PROBLEM DESCRIPTION: Scan the lines below for the string "Königsbach" and copy every one that has it.

[Dataset entries]
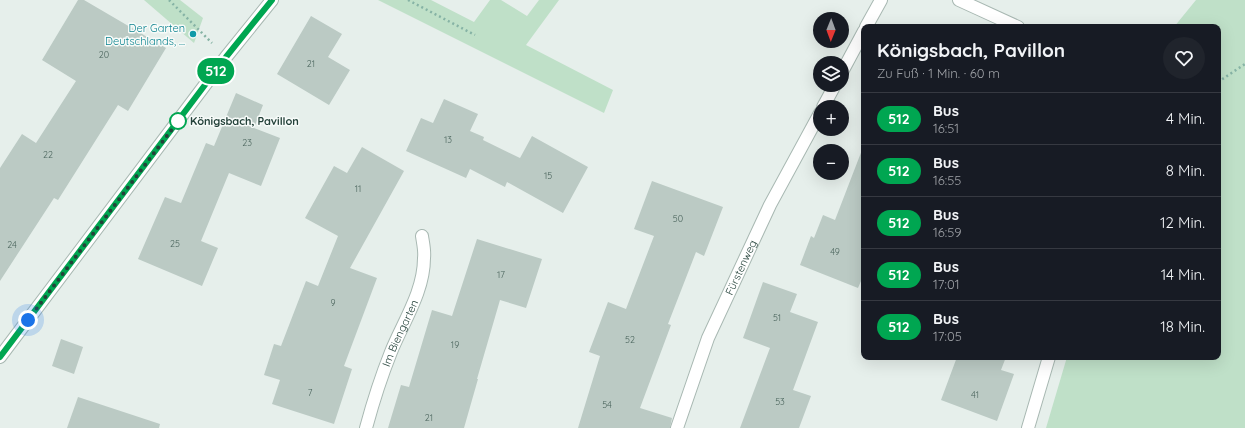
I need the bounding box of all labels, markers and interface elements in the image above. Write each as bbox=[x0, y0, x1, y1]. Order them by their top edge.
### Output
north arrow bbox=[813, 12, 849, 48]
map controls bbox=[813, 12, 849, 180]
place label: Der Garten Deutschlands, ... bbox=[105, 21, 185, 48]
marker: Der Garten Deutschlands, ... bbox=[188, 29, 198, 39]
button: heart bbox=[1163, 37, 1205, 79]
text: Königsbach, Pavillon bbox=[877, 38, 1065, 62]
house number: 20 bbox=[99, 49, 109, 60]
button: layers bbox=[813, 56, 849, 92]
line badge: 512 bbox=[193, 58, 239, 84]
house number: 21 bbox=[307, 58, 315, 69]
text: 512 bbox=[205, 62, 227, 80]
text: Zu Fuß · 1 Min. · 60 m bbox=[877, 65, 1000, 81]
button: + bbox=[813, 100, 849, 136]
text: Bus bbox=[933, 101, 959, 120]
text: 4 Min. bbox=[1166, 109, 1205, 128]
text: 512 bbox=[888, 110, 910, 128]
marker: Königsbach, Pavillon bbox=[169, 112, 187, 130]
place label: Königsbach, Pavillon bbox=[190, 114, 299, 128]
text: 16:51 bbox=[933, 120, 959, 136]
house number: 13 bbox=[444, 134, 452, 145]
house number: 23 bbox=[242, 137, 252, 148]
button: − bbox=[813, 144, 849, 180]
house number: 22 bbox=[43, 149, 53, 160]
text: Bus bbox=[933, 153, 959, 172]
text: 8 Min. bbox=[1166, 161, 1205, 180]
text: 512 bbox=[888, 162, 910, 180]
house number: 15 bbox=[544, 170, 552, 181]
text: 16:55 bbox=[933, 172, 961, 188]
house number: 11 bbox=[355, 183, 361, 194]
text: Bus bbox=[933, 205, 959, 224]
house number: 50 bbox=[673, 213, 683, 224]
text: 12 Min. bbox=[1160, 213, 1205, 232]
text: 512 bbox=[888, 214, 910, 232]
text: 16:59 bbox=[933, 224, 962, 240]
house number: 25 bbox=[170, 238, 180, 249]
street label: Fürstenweg bbox=[722, 238, 760, 297]
house number: 24 bbox=[7, 239, 17, 250]
house number: 49 bbox=[830, 246, 840, 257]
text: Bus bbox=[933, 257, 959, 276]
text: 14 Min. bbox=[1161, 265, 1205, 284]
text: 512 bbox=[888, 266, 910, 284]
house number: 17 bbox=[497, 269, 505, 280]
text: 17:01 bbox=[933, 276, 959, 292]
house number: 9 bbox=[330, 297, 336, 308]
street label: Im Biengarten bbox=[379, 298, 421, 369]
text: Bus bbox=[933, 309, 959, 328]
your location bbox=[18, 310, 38, 330]
house number: 51 bbox=[773, 312, 781, 323]
text: 18 Min. bbox=[1160, 317, 1205, 336]
text: 512 bbox=[888, 318, 910, 336]
text: 17:05 bbox=[933, 328, 962, 344]
house number: 52 bbox=[625, 334, 635, 345]
house number: 19 bbox=[451, 339, 459, 350]
house number: 7 bbox=[308, 387, 313, 398]
house number: 41 bbox=[971, 389, 979, 400]
house number: 53 bbox=[775, 396, 785, 407]
house number: 54 bbox=[602, 399, 612, 410]
house number: 21 bbox=[425, 412, 433, 423]

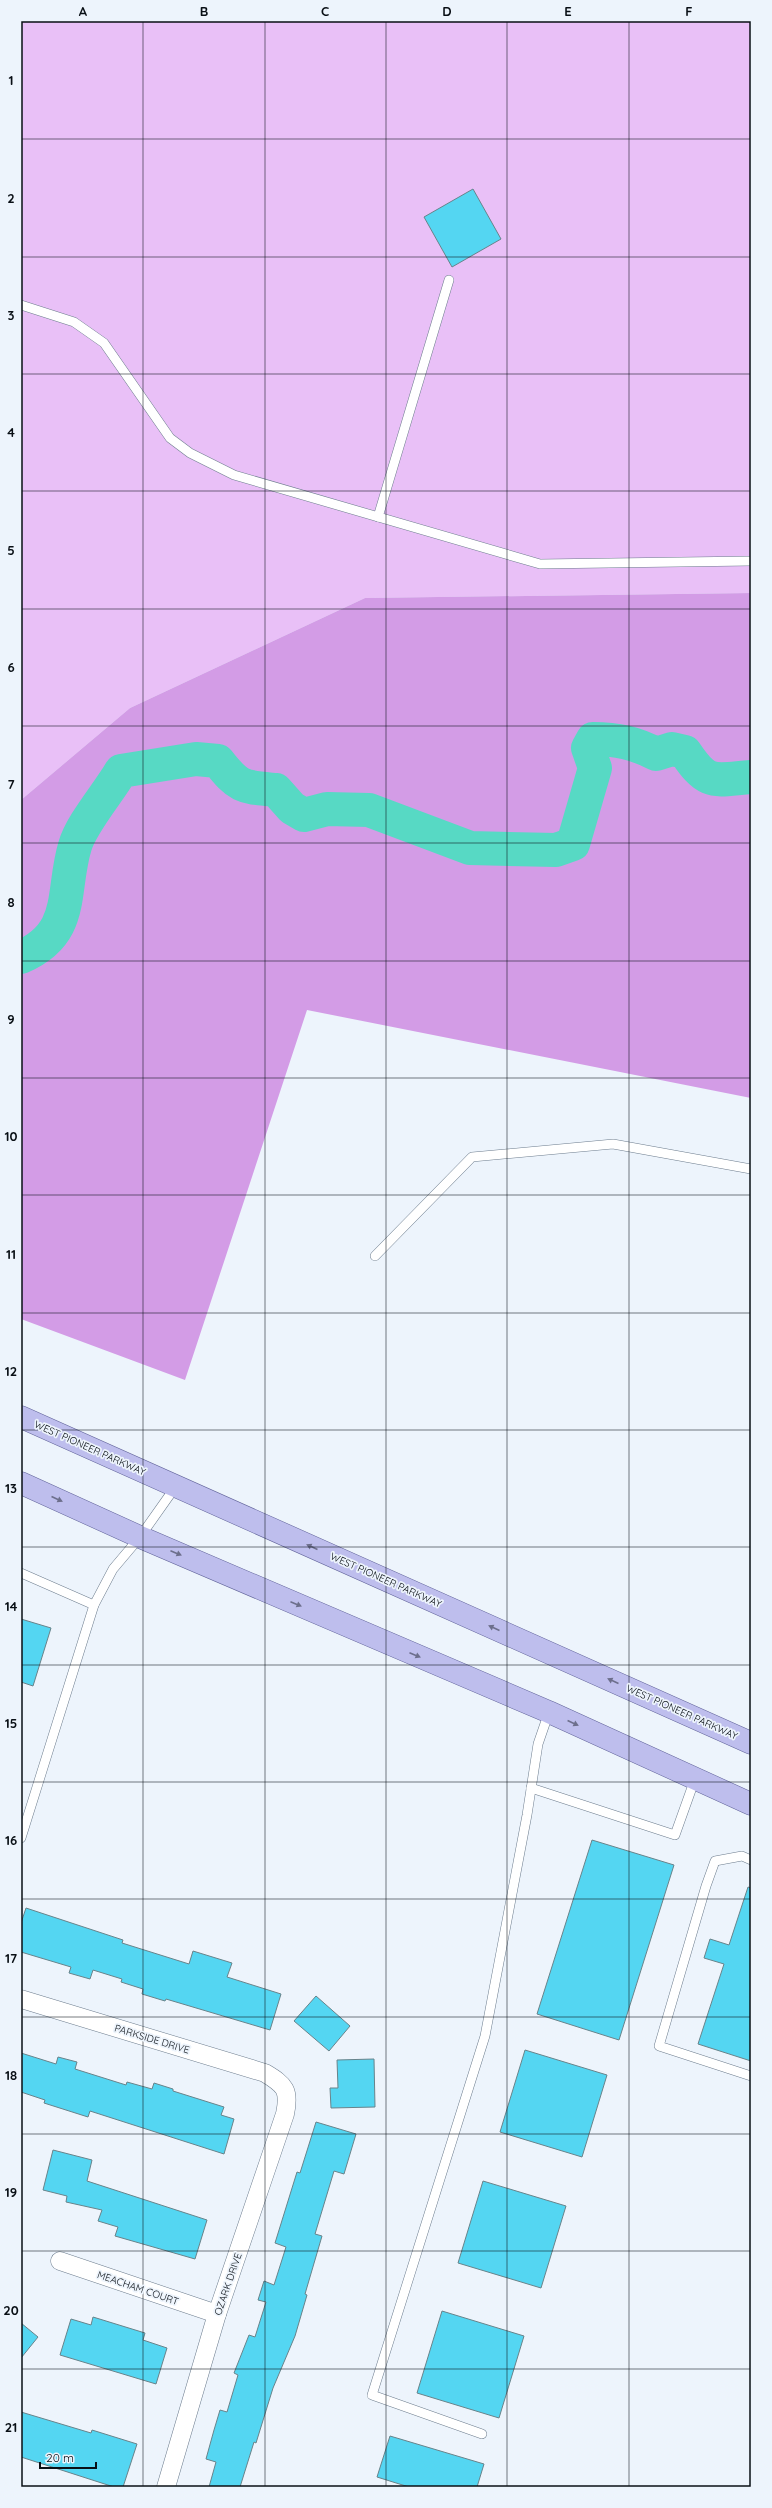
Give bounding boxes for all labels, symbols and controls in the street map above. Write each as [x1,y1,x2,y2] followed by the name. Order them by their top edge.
[79,3,88,19] text: A
[200,3,208,19] text: B
[321,3,329,19] text: C
[442,3,452,19] text: D
[564,3,572,19] text: E
[685,3,693,19] text: F
[8,72,14,88] text: 1
[7,190,15,206] text: 2
[8,307,15,323] text: 3
[7,424,15,440] text: 4
[7,542,15,558] text: 5
[7,659,15,675] text: 6
[7,776,15,792] text: 7
[7,894,15,910] text: 8
[7,1011,15,1027] text: 9
[4,1128,18,1144] text: 10
[6,1246,16,1262] text: 11
[5,1363,17,1379] text: 12
[32,1418,148,1479] street label: WEST PIONEER PARKWAY
[5,1480,17,1496] text: 13
[51,1496,62,1502] one-way arrow
[305,1543,317,1549] one-way arrow
[171,1550,183,1556] one-way arrow
[328,1550,444,1611] street label: WEST PIONEER PARKWAY
[5,1598,18,1614] text: 14
[290,1601,302,1607] one-way arrow
[489,1625,500,1631] one-way arrow
[410,1652,422,1658] one-way arrow
[607,1678,619,1684] one-way arrow
[624,1682,740,1743] street label: WEST PIONEER PARKWAY
[5,1715,17,1731] text: 15
[568,1720,579,1726] one-way arrow
[5,1832,17,1848] text: 16
[5,1950,17,1966] text: 17
[113,2021,191,2057] street label: PARKSIDE DRIVE
[5,2067,17,2083] text: 18
[5,2184,17,2200] text: 19
[211,2251,245,2317] street label: OZARK DRIVE
[95,2268,181,2308] street label: MEACHAM COURT
[3,2302,19,2318] text: 20
[5,2419,17,2435] text: 21
[40,2444,96,2470] scale bar
[46,2450,74,2465] text: 20 m

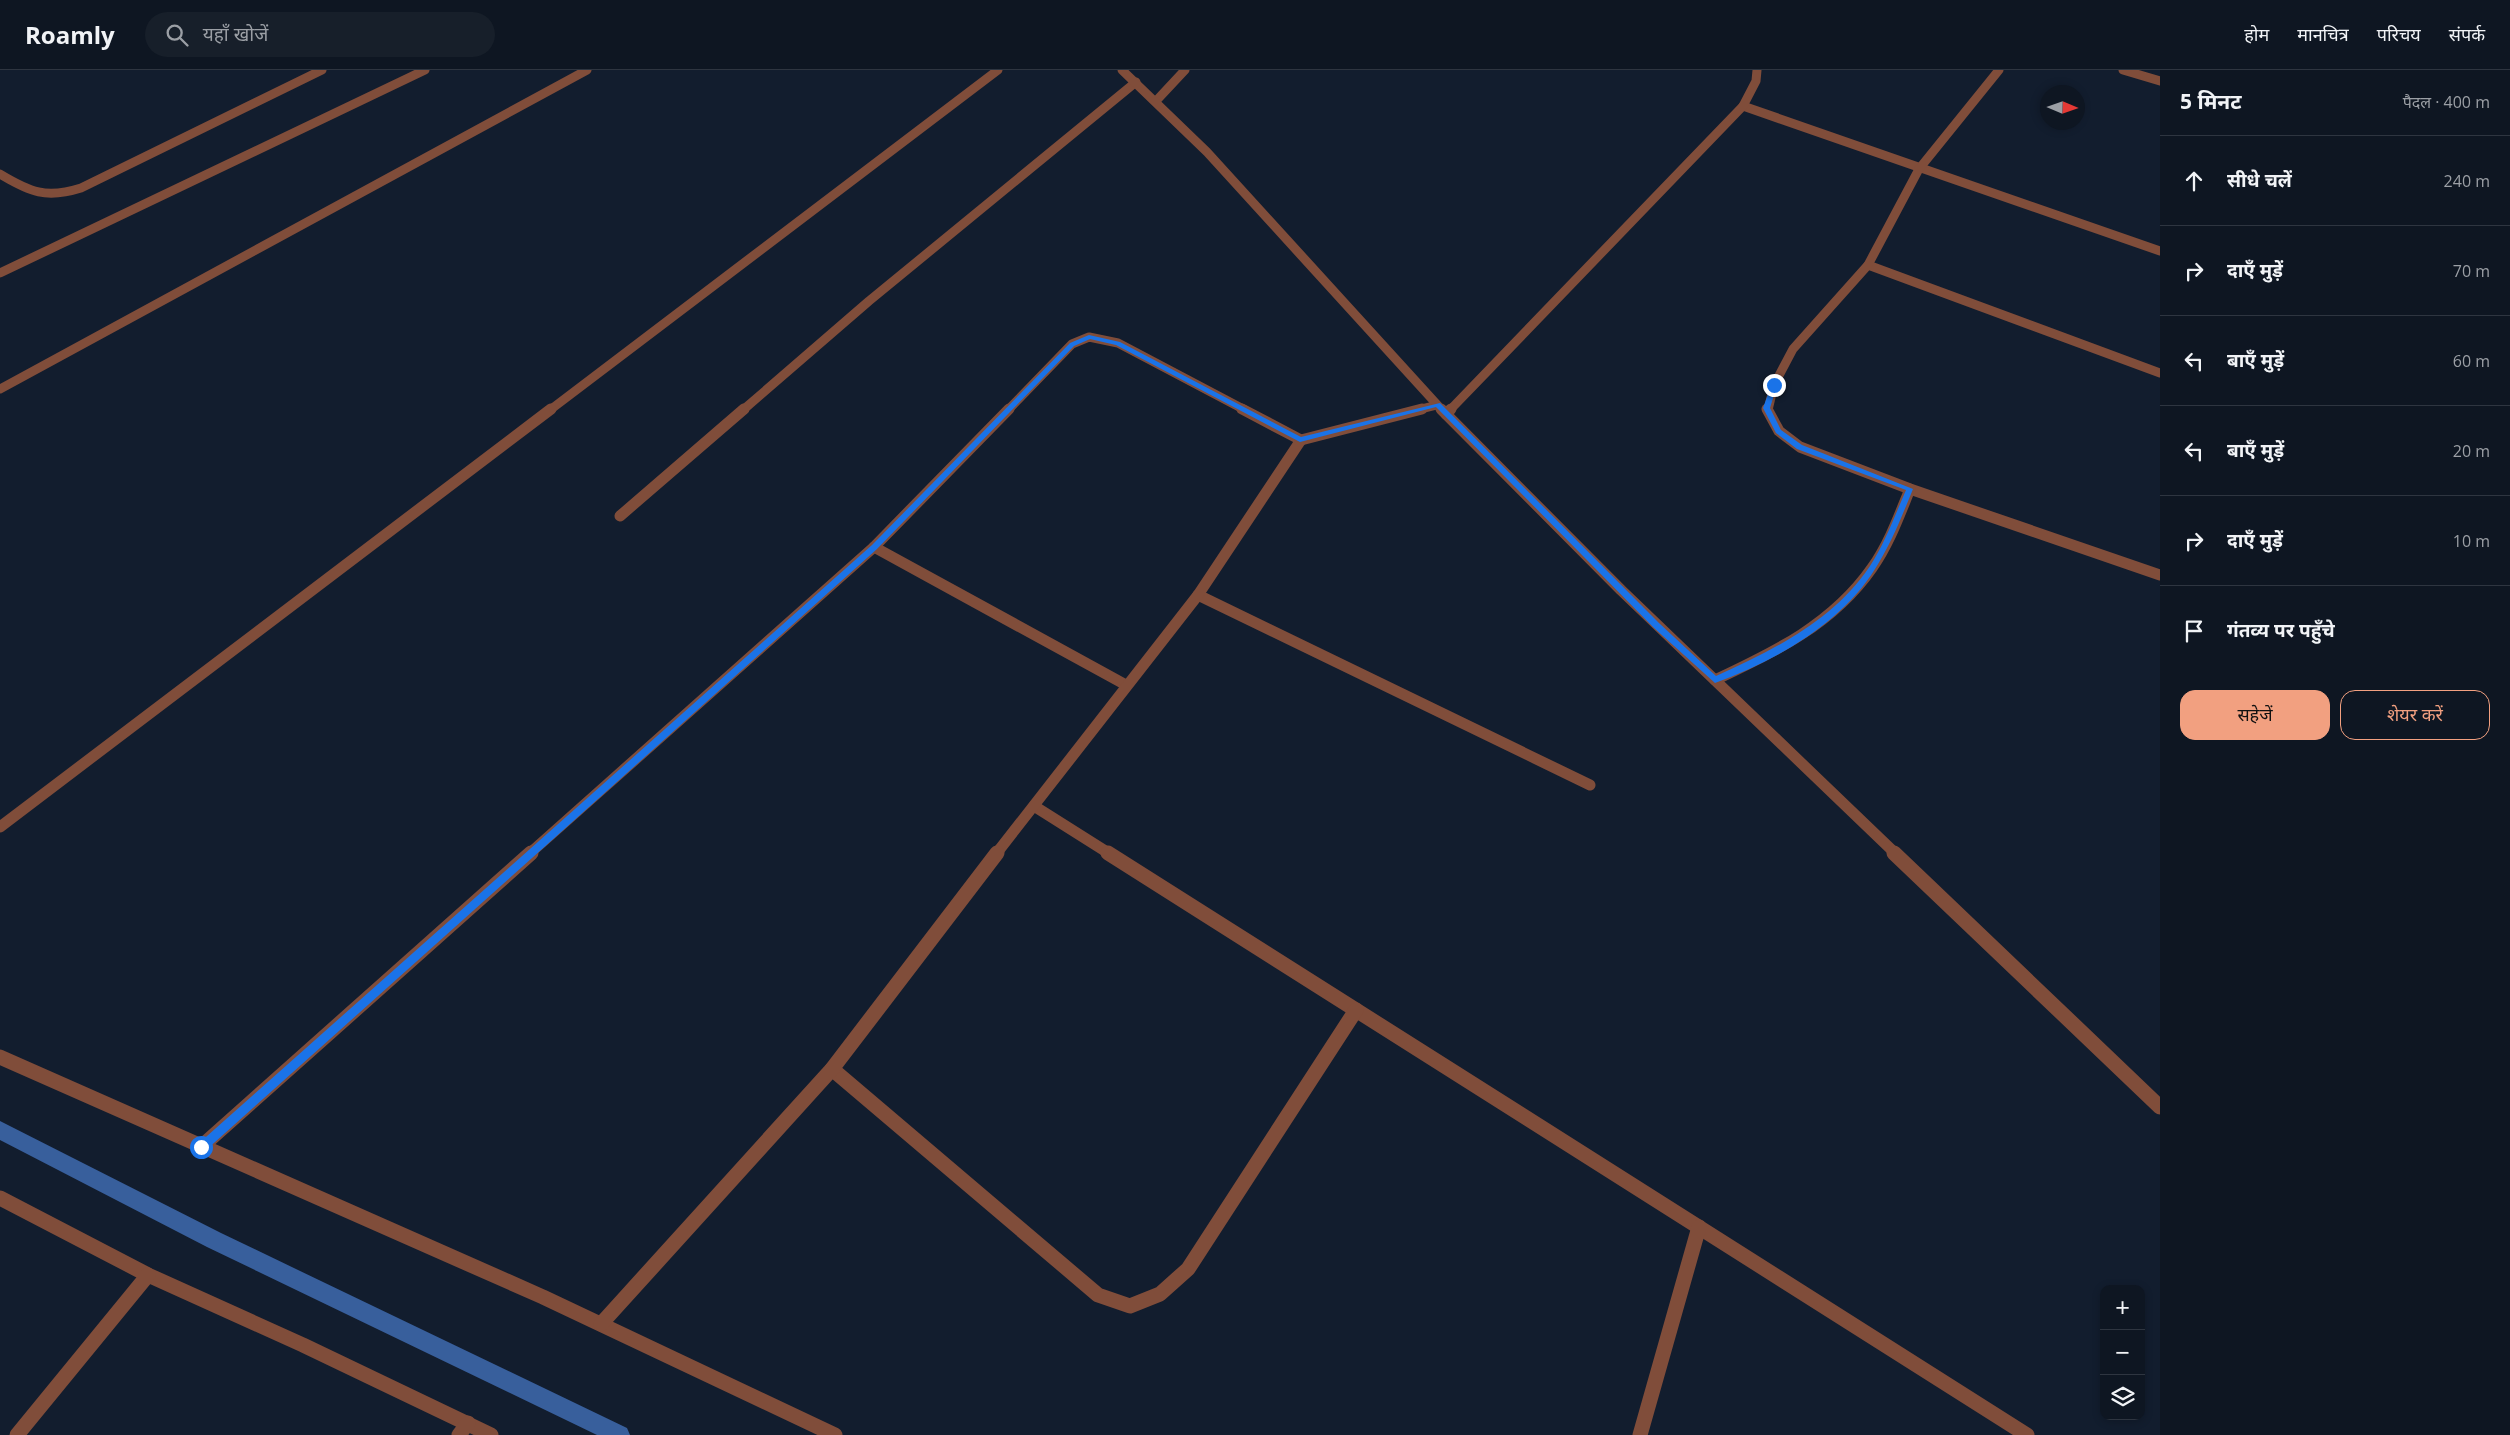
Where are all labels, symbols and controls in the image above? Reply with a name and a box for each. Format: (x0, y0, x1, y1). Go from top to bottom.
search box (145, 12, 495, 57)
text: Roamly (25, 18, 115, 51)
icon: search (163, 21, 191, 49)
text: यहाँ खोजें (203, 21, 268, 47)
text: होम (2244, 22, 2269, 46)
text: मानचित्र (2297, 22, 2349, 46)
text: परिचय (2377, 22, 2421, 46)
text: संपर्क (2449, 22, 2485, 46)
north arrow (2040, 85, 2085, 130)
text: 5 मिनट (2180, 87, 2242, 115)
text: पैदल · 400 m (2403, 91, 2490, 113)
icon: ahead (2180, 167, 2208, 195)
text: सीधे चलें (2227, 167, 2292, 193)
text: 240 m (2444, 170, 2490, 192)
icon: right (2180, 257, 2208, 285)
text: दाएँ मुड़ें (2227, 257, 2283, 283)
text: 70 m (2453, 260, 2490, 282)
icon: left (2180, 347, 2208, 375)
text: बाएँ मुड़ें (2227, 347, 2284, 373)
text: 60 m (2453, 350, 2490, 372)
route end (1763, 374, 1786, 397)
icon: left (2180, 437, 2208, 465)
text: बाएँ मुड़ें (2227, 437, 2284, 463)
text: 20 m (2453, 440, 2490, 462)
icon: right (2180, 527, 2208, 555)
text: दाएँ मुड़ें (2227, 527, 2283, 553)
text: 10 m (2453, 530, 2490, 552)
icon: arrive (2180, 617, 2208, 645)
text: गंतव्य पर पहुँचे (2227, 617, 2335, 643)
button: सहेजें (2180, 690, 2330, 740)
button: शेयर करें (2340, 690, 2490, 740)
route start (190, 1136, 213, 1159)
map controls (2100, 1285, 2145, 1420)
button: + (2100, 1285, 2145, 1330)
button: − (2100, 1330, 2145, 1375)
button: layers (2100, 1375, 2145, 1420)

EXERCISE RESULT:
text: Königsbach, Pavillon bbox=[877, 38, 1065, 62]
marker: Königsbach, Pavillon bbox=[169, 112, 187, 130]
place label: Königsbach, Pavillon bbox=[190, 114, 299, 128]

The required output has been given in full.